Problem to work on: If a line in the entries below includes "Южный", pick it out and copy it.

(Stored data entries)

===

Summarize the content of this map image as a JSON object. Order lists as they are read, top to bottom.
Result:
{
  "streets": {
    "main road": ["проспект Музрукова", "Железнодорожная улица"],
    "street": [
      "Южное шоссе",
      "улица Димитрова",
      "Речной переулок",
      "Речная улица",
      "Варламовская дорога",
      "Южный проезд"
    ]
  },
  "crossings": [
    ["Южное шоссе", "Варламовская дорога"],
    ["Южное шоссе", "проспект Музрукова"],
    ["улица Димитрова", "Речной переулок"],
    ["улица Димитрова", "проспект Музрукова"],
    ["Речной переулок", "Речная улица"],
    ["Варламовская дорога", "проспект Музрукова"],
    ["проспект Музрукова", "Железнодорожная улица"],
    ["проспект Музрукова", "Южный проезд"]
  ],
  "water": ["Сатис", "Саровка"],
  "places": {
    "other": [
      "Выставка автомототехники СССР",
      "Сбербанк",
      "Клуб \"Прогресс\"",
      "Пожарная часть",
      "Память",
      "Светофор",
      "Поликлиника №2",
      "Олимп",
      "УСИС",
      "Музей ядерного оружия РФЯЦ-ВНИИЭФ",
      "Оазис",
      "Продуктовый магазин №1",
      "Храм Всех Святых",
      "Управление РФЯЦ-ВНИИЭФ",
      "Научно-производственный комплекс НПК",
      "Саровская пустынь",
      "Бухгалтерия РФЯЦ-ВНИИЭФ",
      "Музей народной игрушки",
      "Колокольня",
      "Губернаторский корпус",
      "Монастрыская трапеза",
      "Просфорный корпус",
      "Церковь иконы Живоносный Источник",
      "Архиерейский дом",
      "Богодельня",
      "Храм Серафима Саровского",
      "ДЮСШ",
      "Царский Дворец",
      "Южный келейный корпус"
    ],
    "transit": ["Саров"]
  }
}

===

Response below:
      "Южный проезд"
    ["проспект Музрукова", "Южный проезд"]
      "Южный келейный корпус"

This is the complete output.